**Data for this task:**
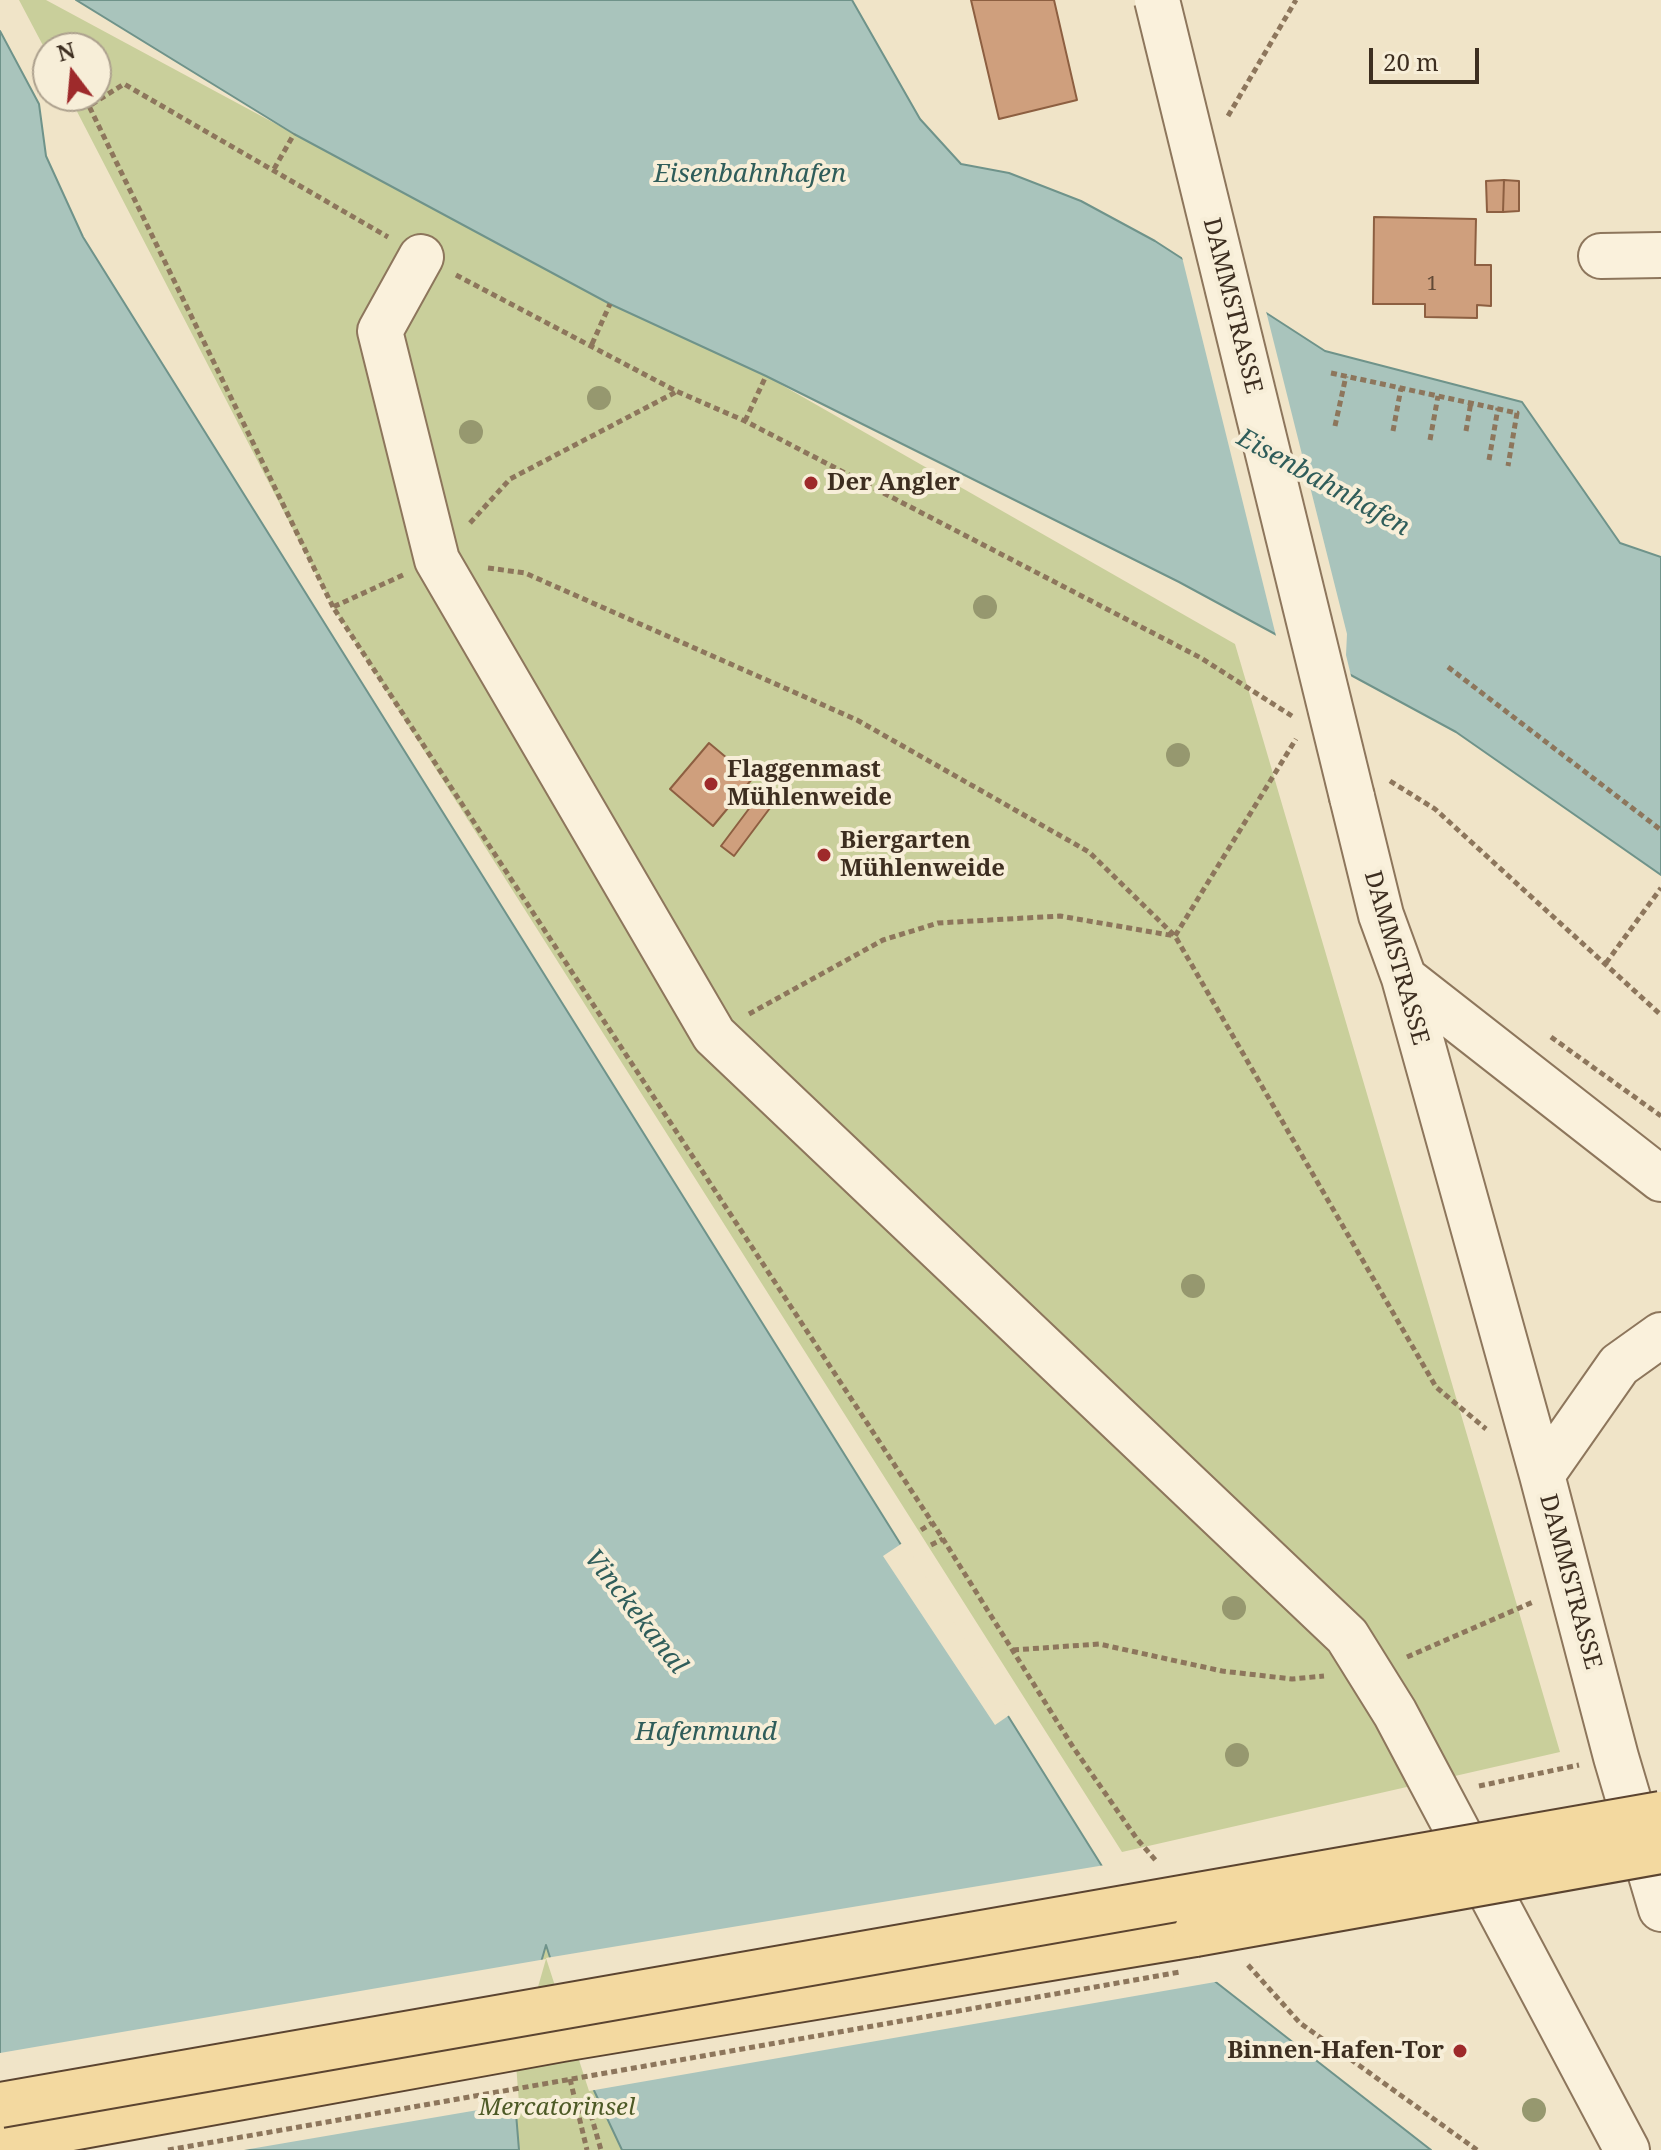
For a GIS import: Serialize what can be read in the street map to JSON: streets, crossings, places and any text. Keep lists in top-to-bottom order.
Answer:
{
  "streets": {
    "street": ["DAMMSTRASSE"]
  },
  "water": ["Eisenbahnhafen", "Vinckekanal", "Hafenmund"],
  "parks": ["Mercatorinsel"],
  "places": [
    "Der Angler",
    "Flaggenmast Mühlenweide",
    "Biergarten Mühlenweide",
    "Binnen-Hafen-Tor"
  ],
  "house_numbers": ["1"],
  "scale_bar": "20 m",
  "north": "top"
}
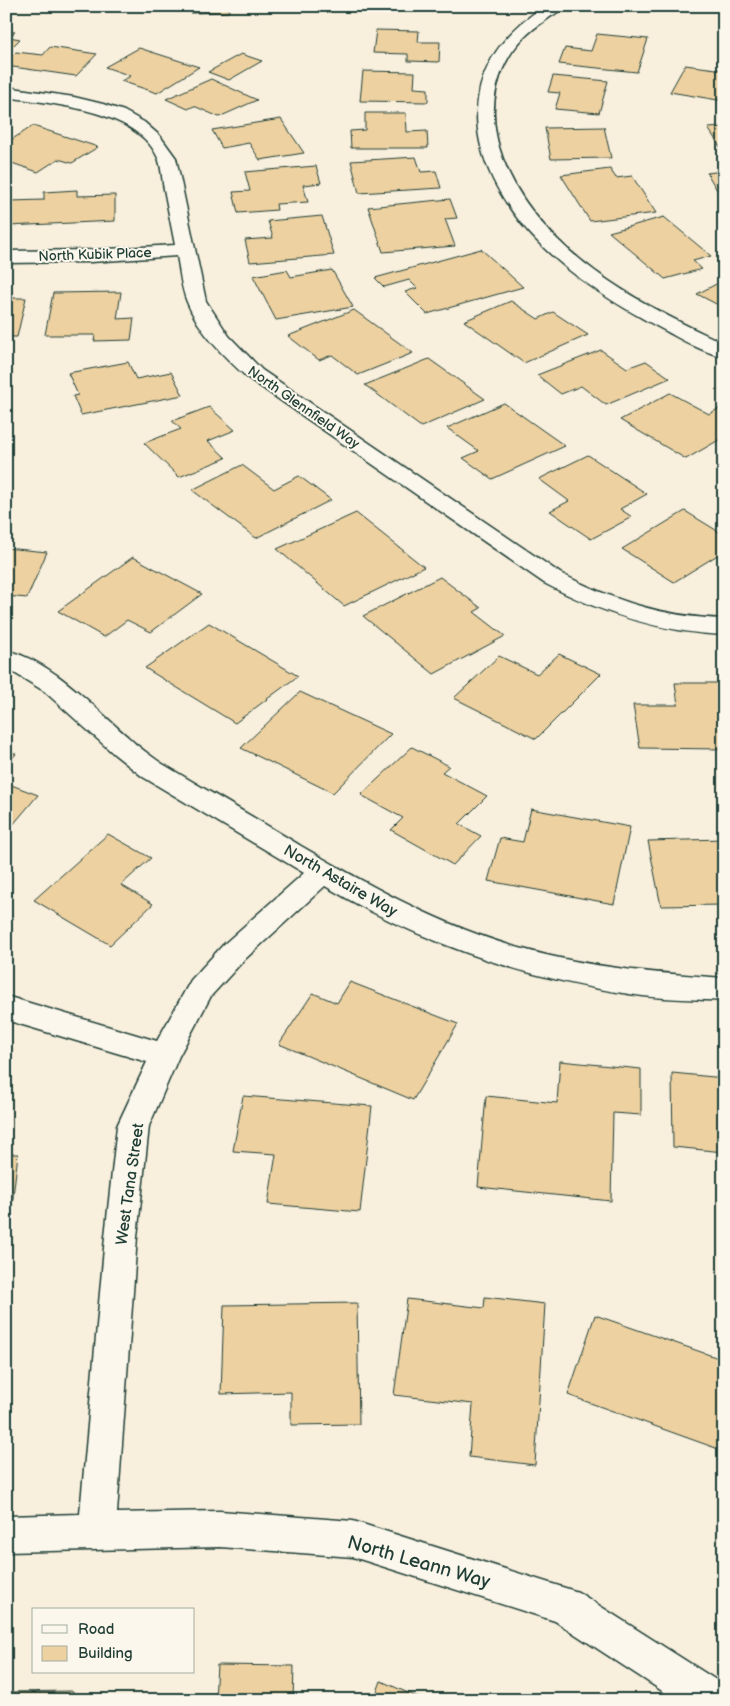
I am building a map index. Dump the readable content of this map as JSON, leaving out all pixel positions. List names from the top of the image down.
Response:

**What the task asks:** Without the pictures, restate each entry exactly.

**Completed task:**
For a GIS import: Serialize what can be read in the street map to JSON: streets, crossings, places and any text. Keep lists in top-to-bottom order.
Answer:
{
  "streets": {
    "street": ["DAMMSTRASSE"]
  },
  "water": ["Eisenbahnhafen", "Vinckekanal", "Hafenmund"],
  "parks": ["Mercatorinsel"],
  "places": [
    "Der Angler",
    "Flaggenmast Mühlenweide",
    "Biergarten Mühlenweide",
    "Binnen-Hafen-Tor"
  ],
  "house_numbers": ["1"],
  "scale_bar": "20 m",
  "north": "top"
}
I am building a map index. Dump the readable content of this map as JSON, leaving out all pixel positions. List names from the top of the image down.
Response:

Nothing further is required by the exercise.